You are viewing a plain text version of this content. The canonical link for it is here.
Posted to user@pig.apache.org by Pankil Doshi <fo...@gmail.com> on 2009/08/26 19:21:53 UTC

Question Regarding Multiple Loads

Hello Everyone,

I am trying to write Pig scripts for my project. Problem I ma facing is I
want to load different files to same variable .Can it be possible to do
without modifying the Loader. I read about Hadoop globbing .  Does anyone
have solution to these.

I know I can load all files of a given directory to single variable.
But is it possible to load specific files from that directory?
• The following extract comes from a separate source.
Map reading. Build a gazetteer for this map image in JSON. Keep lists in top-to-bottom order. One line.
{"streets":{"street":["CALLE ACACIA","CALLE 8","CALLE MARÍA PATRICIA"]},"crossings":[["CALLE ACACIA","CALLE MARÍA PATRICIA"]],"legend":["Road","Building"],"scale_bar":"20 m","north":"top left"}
Or specific
files from different directories to same load variable?

I also know about UNION strategy but that increase one map-reduce job and I
want to avoid that.

Any kind of suggestions are welcomed.

Pankil

RE: Question Regarding Multiple Loads

Posted by Olga Natkovich <ol...@yahoo-inc.com>.
Pankil,

You have a couple of options:

(1) If you disable the multiquery support, you can take advantage of the
full Hadoop globing capabilities which is likely to be sufficient.
(2) If you need to use multiquery, only single-pattern globs are
supported so you would not be able to specify multiple unrelated
directories. If that is not sufficient, you will need to use union but
it might not significantly impact your performance. I would try that
first before trying a custom solution.

Olga

-----Original Message-----
From: Pankil Doshi [mailto:forpankil@gmail.com] 
Sent: Wednesday, August 26, 2009 10:22 AM
To: pig-user@hadoop.apache.org
Subject: Question Regarding Multiple Loads

Hello Everyone,

I am trying to write Pig scripts for my project. Problem I ma facing is
I
want to load different files to same variable .Can it be possible to do
without modifying the Loader. I read about Hadoop globbing .  Does
anyone
have solution to these.

I know I can load all files of a given directory to single variable.
But is it possible to load specific files from that directory? Or
specific
files from different directories to same load variable?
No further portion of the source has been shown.